## Work request
Return a copy of every line in the data below that contains "JSON".

## Input for this task
__________________________________________________

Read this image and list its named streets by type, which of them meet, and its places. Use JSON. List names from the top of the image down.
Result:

__________________________________________________

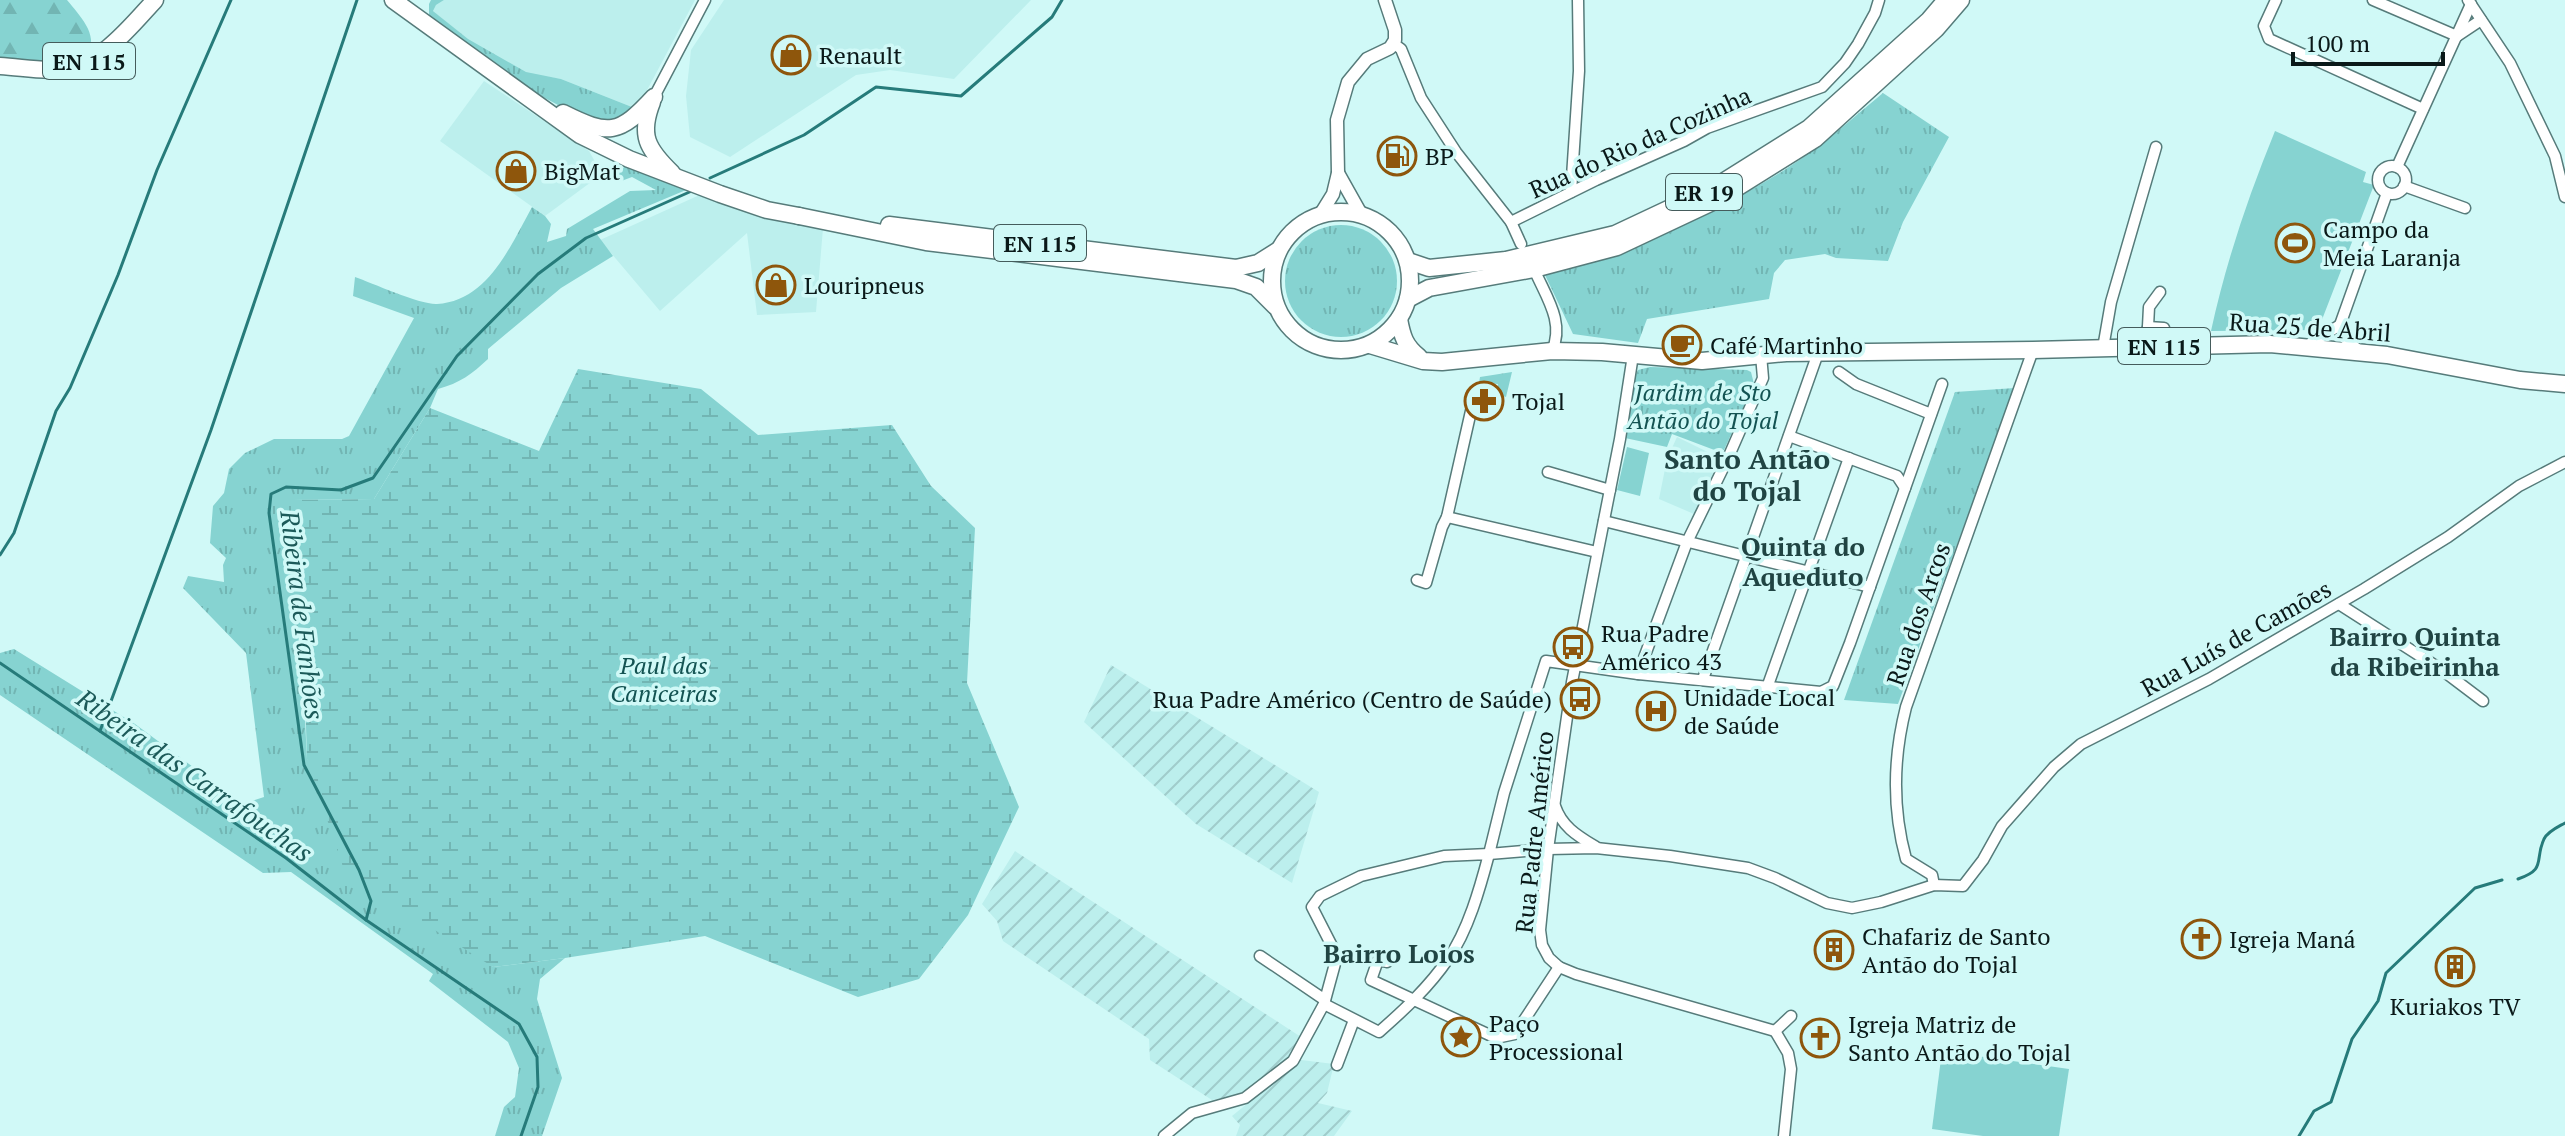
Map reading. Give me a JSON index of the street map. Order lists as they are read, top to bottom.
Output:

__________________________________________________

## Task solution
Read this image and list its named streets by type, which of them meet, and its places. Use JSON. List names from the top of the image down.
Map reading. Give me a JSON index of the street map. Order lists as they are read, top to bottom.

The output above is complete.